The catch with French Polynesia’s long-line fisheries
The idyllic archipelago of French Polynesia is one of the only places in the world where a reliable close encounter with tiger sharks is possible. Due to overexploitation by fisheries, there has been 71% global decline of our incredible shark species in the last century. In this article we highlight the influence of long-line fisheries in French Polynesia on tiger sharks.
Nestled in the middle of the Pacific Ocean, with the nearest land mass thousands of miles away, French Polynesia is a mosaic of 118 islands and atolls. Picture white sandy beaches, juxtaposed by dark volcanic mountains, and atolls where snorkelling with humpback whales is commonplace. Due to the underwater paradise provided by its deep blue lagoons, French Polynesia is renowned for famous diving spots and being a world-class destination to spot the elusive tiger shark (Galeocerdo cuvier). Every year, countless shark fanatics congregate in Fakarava to swim amongst schools of nurse, hammerhead and tiger sharks.
Like most shark species, tigers are vulnerable to exploitation, harvested for their fins, skin and the high content of vitamin A, found in their liver, which can be manufactured into vitamin oil. Similarly, they show life history traits of slow regeneration times meaning that if populations decrease dramatically, the chance of recovery is small. For now, tiger sharks are classified as near threatened by the International Union for Conservation of Nature, and a protected species in this area of the world. They therefore cannot legally be targeted for harvest by fisheries, providing a glimmer of hope for the long-term fate of this species.
Despite this, due its geographic position French Polynesia has a high potential for fisheries and has led to many interactions between the sharks and fishermen. A recent study found 38% of sharks recorded in the Vallee Blanch ecotourism site, have at least one fishery interaction in their lifetime. For large sharks, the direct trauma of a hook puncture is unlikely to have a significant effect, with a survival rate greater than 97%. However, retention times of hooks are relatively unknown and could affect survival rate post-release. In the worst case, stainless steel hooks can stay implanted for seven years, increasing chance of further entanglement and potentially obstructing feeding. Worryingly the scientists have not yet been able to identify the origin of hooks or whether lines are cast by local or remote fishermen. Furthermore, tiger sharks are migratory and hooks could be embedded anywhere on a long seasonal migration.

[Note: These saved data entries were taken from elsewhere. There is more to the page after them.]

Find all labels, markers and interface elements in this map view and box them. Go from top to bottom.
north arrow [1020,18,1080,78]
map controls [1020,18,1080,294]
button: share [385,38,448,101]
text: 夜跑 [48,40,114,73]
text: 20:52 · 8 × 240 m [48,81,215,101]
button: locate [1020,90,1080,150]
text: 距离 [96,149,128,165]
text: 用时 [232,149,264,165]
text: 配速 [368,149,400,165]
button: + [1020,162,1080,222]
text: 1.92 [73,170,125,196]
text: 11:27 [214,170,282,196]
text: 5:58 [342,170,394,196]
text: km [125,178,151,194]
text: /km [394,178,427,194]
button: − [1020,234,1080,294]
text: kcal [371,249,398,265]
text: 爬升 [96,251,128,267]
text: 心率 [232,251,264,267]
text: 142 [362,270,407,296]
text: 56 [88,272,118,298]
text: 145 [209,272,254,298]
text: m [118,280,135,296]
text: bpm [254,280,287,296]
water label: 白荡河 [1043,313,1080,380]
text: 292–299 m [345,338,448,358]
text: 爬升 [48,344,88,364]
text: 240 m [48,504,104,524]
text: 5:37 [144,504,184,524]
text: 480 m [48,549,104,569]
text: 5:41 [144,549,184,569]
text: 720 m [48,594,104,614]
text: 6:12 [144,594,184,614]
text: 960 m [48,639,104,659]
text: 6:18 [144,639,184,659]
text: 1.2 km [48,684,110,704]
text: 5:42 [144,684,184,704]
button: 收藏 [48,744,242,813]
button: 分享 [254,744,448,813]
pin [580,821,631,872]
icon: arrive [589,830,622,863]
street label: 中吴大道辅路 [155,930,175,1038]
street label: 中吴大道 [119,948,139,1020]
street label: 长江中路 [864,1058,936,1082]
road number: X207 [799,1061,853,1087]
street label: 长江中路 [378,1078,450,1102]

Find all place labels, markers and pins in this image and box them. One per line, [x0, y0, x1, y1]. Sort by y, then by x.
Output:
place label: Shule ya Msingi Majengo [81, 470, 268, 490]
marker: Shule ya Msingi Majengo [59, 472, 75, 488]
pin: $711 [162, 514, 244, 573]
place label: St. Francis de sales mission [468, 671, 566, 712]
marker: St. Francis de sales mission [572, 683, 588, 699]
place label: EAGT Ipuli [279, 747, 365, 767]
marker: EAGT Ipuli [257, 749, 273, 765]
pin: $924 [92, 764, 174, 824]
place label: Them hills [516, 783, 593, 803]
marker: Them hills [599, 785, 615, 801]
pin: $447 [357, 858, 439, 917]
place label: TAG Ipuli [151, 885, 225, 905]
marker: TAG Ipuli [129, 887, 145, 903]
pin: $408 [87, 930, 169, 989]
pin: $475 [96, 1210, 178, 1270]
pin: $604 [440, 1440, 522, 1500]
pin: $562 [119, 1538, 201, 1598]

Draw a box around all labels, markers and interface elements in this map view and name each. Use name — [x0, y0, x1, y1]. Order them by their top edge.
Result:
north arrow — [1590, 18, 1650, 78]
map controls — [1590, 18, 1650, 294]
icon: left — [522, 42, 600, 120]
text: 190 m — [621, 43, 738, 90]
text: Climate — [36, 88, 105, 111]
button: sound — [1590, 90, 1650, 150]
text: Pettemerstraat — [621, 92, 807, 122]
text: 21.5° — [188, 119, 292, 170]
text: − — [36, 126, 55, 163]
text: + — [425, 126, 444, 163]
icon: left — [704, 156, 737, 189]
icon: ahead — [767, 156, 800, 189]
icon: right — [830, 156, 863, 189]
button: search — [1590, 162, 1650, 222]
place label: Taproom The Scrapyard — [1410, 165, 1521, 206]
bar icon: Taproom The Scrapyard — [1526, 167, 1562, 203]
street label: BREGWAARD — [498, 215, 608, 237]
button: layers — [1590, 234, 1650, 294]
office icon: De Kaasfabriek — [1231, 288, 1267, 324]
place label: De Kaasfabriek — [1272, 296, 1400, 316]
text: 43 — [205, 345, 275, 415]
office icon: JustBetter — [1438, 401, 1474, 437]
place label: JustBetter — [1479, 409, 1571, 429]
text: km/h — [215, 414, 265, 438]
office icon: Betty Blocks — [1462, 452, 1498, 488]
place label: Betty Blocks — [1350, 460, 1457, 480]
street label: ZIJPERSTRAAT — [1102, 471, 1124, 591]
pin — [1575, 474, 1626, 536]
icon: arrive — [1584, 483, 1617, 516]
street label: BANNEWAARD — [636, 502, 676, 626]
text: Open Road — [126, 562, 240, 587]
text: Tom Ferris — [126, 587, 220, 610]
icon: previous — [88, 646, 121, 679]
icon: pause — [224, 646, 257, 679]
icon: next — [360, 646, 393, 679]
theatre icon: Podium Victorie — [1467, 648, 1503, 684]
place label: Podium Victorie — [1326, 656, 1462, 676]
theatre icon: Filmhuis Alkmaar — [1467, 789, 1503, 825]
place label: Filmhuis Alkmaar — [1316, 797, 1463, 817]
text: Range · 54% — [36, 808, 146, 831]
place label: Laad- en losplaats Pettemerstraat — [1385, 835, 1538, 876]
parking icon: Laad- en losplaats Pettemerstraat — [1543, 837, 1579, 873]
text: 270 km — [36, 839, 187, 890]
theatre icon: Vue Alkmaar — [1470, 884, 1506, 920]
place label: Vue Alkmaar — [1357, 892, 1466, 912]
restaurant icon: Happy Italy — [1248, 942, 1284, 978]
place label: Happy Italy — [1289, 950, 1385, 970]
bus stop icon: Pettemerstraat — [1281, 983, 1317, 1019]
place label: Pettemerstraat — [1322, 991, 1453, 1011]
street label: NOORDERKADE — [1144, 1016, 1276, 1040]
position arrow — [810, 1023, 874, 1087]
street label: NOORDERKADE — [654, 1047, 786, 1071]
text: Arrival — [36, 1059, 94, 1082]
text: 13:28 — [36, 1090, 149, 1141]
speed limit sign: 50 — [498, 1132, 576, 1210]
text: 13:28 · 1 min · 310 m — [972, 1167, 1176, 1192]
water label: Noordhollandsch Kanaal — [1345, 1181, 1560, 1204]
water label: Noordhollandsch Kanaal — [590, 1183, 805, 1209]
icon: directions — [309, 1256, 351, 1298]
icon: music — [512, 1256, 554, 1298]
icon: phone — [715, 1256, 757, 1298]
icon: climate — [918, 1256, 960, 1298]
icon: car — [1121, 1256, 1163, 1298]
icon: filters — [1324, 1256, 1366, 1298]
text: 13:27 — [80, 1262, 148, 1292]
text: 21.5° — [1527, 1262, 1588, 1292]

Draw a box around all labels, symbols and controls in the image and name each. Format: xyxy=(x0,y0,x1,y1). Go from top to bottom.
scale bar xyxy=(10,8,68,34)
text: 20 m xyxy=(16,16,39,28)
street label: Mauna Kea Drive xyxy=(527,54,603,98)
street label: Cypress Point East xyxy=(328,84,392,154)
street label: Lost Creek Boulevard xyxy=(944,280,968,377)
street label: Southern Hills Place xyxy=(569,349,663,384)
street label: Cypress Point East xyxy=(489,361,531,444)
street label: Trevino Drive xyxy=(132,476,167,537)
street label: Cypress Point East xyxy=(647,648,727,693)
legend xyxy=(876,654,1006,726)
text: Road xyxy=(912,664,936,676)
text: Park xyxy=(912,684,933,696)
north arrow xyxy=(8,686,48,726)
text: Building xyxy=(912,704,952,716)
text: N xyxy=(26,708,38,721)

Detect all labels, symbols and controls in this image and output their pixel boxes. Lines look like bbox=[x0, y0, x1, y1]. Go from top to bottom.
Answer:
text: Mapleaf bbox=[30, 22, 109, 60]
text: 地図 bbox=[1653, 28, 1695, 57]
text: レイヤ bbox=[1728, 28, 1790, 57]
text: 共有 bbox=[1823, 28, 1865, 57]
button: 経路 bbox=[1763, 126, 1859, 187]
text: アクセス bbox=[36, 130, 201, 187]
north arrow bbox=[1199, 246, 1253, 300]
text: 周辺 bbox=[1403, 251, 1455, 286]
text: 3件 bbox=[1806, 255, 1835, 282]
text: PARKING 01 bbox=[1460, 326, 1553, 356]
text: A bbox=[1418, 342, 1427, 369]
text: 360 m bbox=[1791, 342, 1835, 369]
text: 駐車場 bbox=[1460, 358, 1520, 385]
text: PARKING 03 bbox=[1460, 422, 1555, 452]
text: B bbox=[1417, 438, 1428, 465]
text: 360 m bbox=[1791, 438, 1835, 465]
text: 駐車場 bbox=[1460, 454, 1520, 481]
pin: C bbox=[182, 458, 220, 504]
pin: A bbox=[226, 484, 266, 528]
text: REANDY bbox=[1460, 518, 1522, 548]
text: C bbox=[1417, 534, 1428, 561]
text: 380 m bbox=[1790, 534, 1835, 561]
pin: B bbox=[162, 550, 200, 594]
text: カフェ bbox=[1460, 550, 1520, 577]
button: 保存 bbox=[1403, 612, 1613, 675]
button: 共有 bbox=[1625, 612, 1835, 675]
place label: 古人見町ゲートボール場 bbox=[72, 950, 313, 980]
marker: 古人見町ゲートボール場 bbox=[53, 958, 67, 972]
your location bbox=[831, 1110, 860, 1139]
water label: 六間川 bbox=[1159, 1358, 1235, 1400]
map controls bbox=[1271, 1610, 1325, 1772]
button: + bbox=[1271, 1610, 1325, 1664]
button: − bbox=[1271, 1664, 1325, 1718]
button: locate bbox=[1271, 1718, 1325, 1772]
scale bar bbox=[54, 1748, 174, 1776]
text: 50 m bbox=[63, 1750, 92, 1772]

The use of photo identification has capitalised on tiger shark tourism, allowing individuals to be identified and hook retention logged, thus providing an insight for scientists. Studies around photo identification supported by satellite tagging show spatial movement in the region would complement this further by identifying hotspots for fishermen and tiger shark interaction. This will assist in the implementation of mitigation strategies such as the use of corrodible hooks, which has shown success in various Australian and US fisheries. The encouraging cooperation of fishermen and scientists provide optimism for the future existence of our sharks.
Pelorus has teamed up with leading shark scientists and local dive specialists to assess the ecological role of tiger sharks in French Polynesia. The project focuses on deploying satellite and acoustic tags, equipped with video cameras to capture never before seen mating behaviour and habitat selection. This research aims to close knowledge gaps and assess movement patterns within the archipelago, to determine the potential for regional adaptation and draw comparisons with the Hawaiian population.